The evolution of IDET
Low back pain occurs in about 90% of all people at some time in their lives! Incapacitating cases of back and leg pain may lead to stress and financial hardship. Despite the "miracles" of modern medicine, simple and effective solutions to this very common problem have been elusive.
One problem in understanding "low back pain" is that it describes a symptom not a specific disease. We are beginning to realize that low back pain can be the result of many different physical problems. Our challenge is to determine the source(s) of spine pain and to develop specific effective treatments. This process can be complicated and is not always successful.

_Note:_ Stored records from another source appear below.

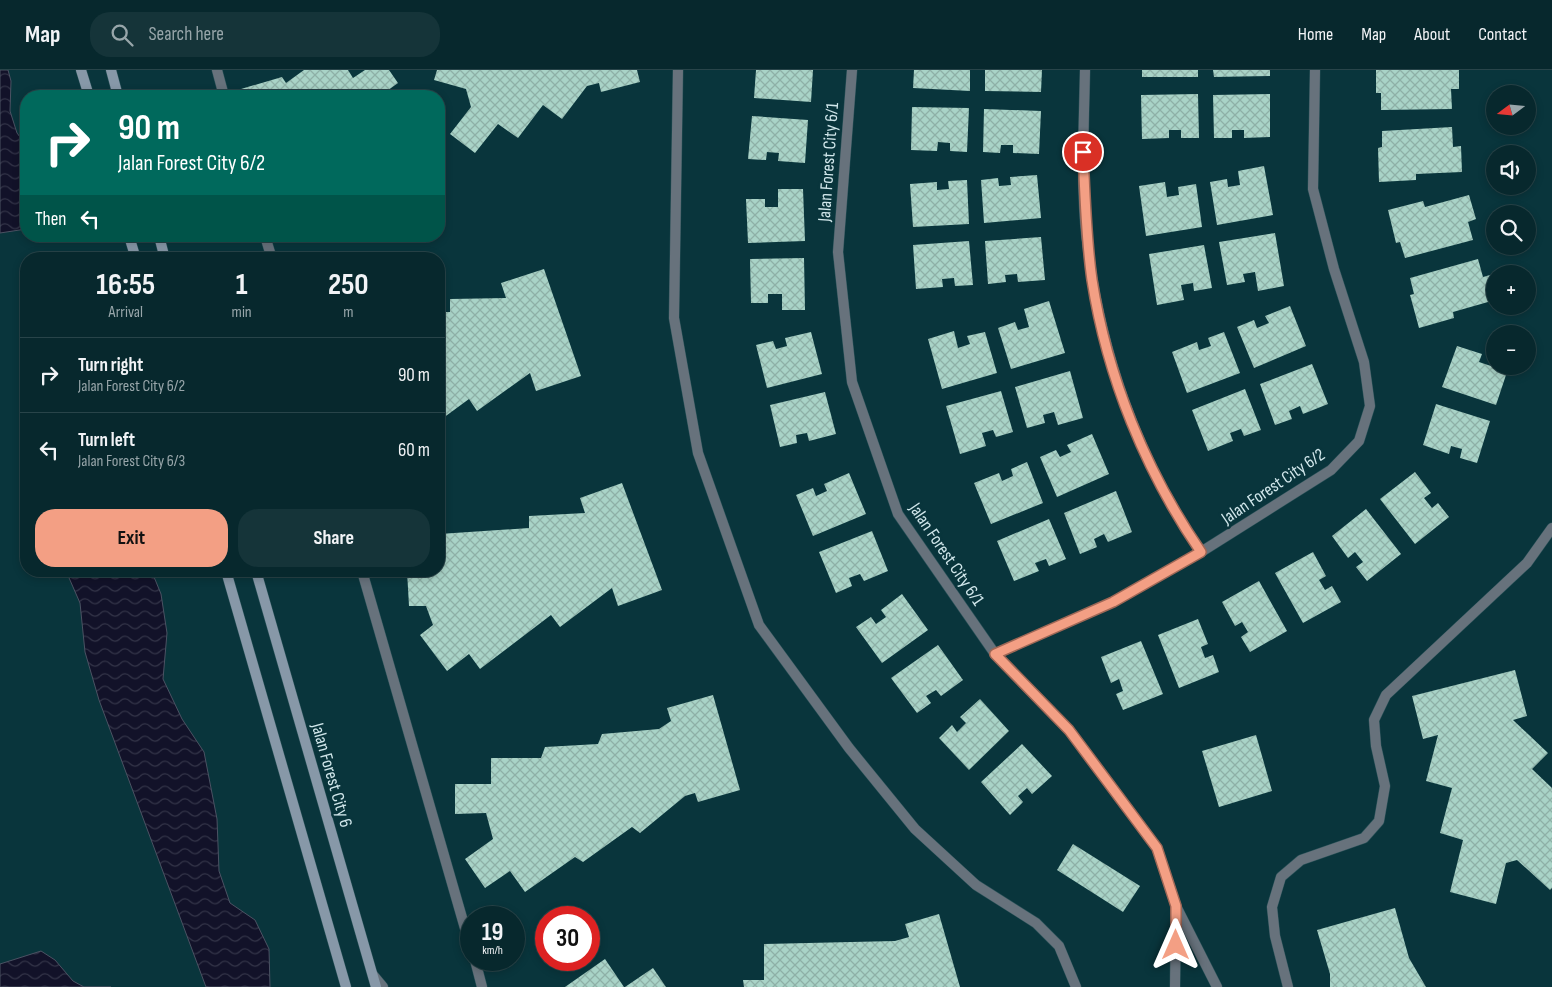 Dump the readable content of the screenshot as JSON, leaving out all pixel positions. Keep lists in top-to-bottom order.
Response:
{
  "streets": {
    "street": ["Jalan Forest City 6/1", "Jalan Forest City 6/2", "Jalan Forest City 6"]
  },
  "crossings": [
    ["Jalan Forest City 6/1", "Jalan Forest City 6/2"]
  ],
  "north": "left",
  "page": {
    "header": "Map",
    "search": "Search here",
    "nav": [
      "Home",
      "Map",
      "About",
      "Contact"
    ],
    "map_buttons": ["+", "−"],
    "turn": ["90 m", "Jalan Forest City 6/2"],
    "then": "Then",
    "eta": [
      "16:55",
      "Arrival",
      "1",
      "min",
      "250",
      "m"
    ],
    "list": [
      {
        "name": "Turn right",
        "note": "Jalan Forest City 6/2",
        "value": "90 m"
      },
      {
        "name": "Turn left",
        "note": "Jalan Forest City 6/3",
        "value": "60 m"
      }
    ],
    "buttons": ["Exit", "Share"],
    "speed": "19 km/h",
    "limit": "30"
  }
}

It is becoming clear that chronic low back and leg pain is often the result of damage to discs. This is termed "discogenic" pain and can occur without the herniation or rupture that many people identify with disc problems. Discs are complex rubber-like structures between the bones of the spine. They are particularly prone to "wear and tear" damage or may be injured in an accident. Both types of disc injury can result in tears of the outer wall of the disc. These tears may be painful. We do not yet understand why some people develop painful tears and others do not. It appears that damaged discs may become painful due to the irritation of small nerves in the damaged outer wall of the disc or due to irritation and pressure on nerves that grow into the disc with scar tissue. A solution to this pain would be to strengthen the torn, weakened disc wall and to deaden the painful nerves.
What is IDET?
IDET is a fairly new, minimally invasive procedure used to help treat discogenic low back pain. Heat is delivered by means of a catheter to within the affected disc, killing nerve fibers and strengthening the tissue in order to seal painful fissures. The IDET procedure is performed on an outpatient basis and takes about an hour to complete, with an additional hour of recovery time. Optimal results are usually seen at six months post-procedure. It is most often utilized in cases of chronic (at least six months duration) disc-related low back pain which has not been helped by aggressive nonsurgical treatment.
IDET is not recommended for those with severe disc degeneration, nerve compression, spinal stenosis, and/or spinal instability (such as spondylolysis).
How is IDET determined to be the right treatment?
The history of a patient's pain, their physical exam, x-rays and MRI scans can suggest the presence of painful damaged discs. Confirmation is provided by a diagnostic disc injection test - also called a discogram. This involves the placement of a thin needle into the disc using an X-Ray machine followed by the injection of contrast dye. The contrast fills disc tears if present. Pressure inside the disc may trigger discomfort if the disc is sensitive. Undamaged discs are not usually painful.
What should I expect the day of the procedure?
The IDET treatment is an outpatient procedure. On the day of the procedure, nothing but sips of water should be taken by mouth for 4 hours prior to your appointment. You should continue to use your usual medications on the day of your procedure. Only anti-inflammatory or aspirin type medications need to be discontinued 3-4 days before your treatment. When you arrive you will be dressed in a loose gown. After a brief discussion and physical exam, you will be taken to the procedure room. A small amount of sedative is given by IV to make you comfortable. Usually placing the catheter into the disc is not complicated. Once the catheter is well positioned, each disc treated is slowly and progressively heated for about 17 minutes. After the treatment, you are taken to the recovery room for about 1 hour. If needed, pain medication will be given by vein or by mouth.
What should I expect during recovery?
For most people there is a period of mildly increased pain after the procedure lasting a few days or weeks. Pain medication can be used. Physical therapy may be started when post-procedure pain is less marked but usually begins 6-12 weeks following the treatment. Maximal healing following the procedure may take as long as 4 to 6 months. It is most important to limit stress on the heated disc to allow full healing. Very specific physical restrictions are advised. They involve very limited bending and twisting at the waist, minimal lifting, and only short periods of sitting upright. Other than light walking, no specific exercise is allowed until physical therapy is initiated. Activity is then progressed under therapist and physician supervision on an individual basis.
Are there any risks or side effects associated with IDET?
There are few risks associated with the IDET. Because the procedure is performed under strict sterile conditions, the risk of infection is minimal. In addition, patients are given antibiotics for the procedure. Nerve root injury is avoided with careful needle placement under x-ray, and monitoring the patient for discomfort. The risks of infection, nerve injury and those associated with sedation are much lower than open surgical procedures on the spine. Patients usually have some injection site tenderness that lasts up to one week and are given narcotic medications over this time.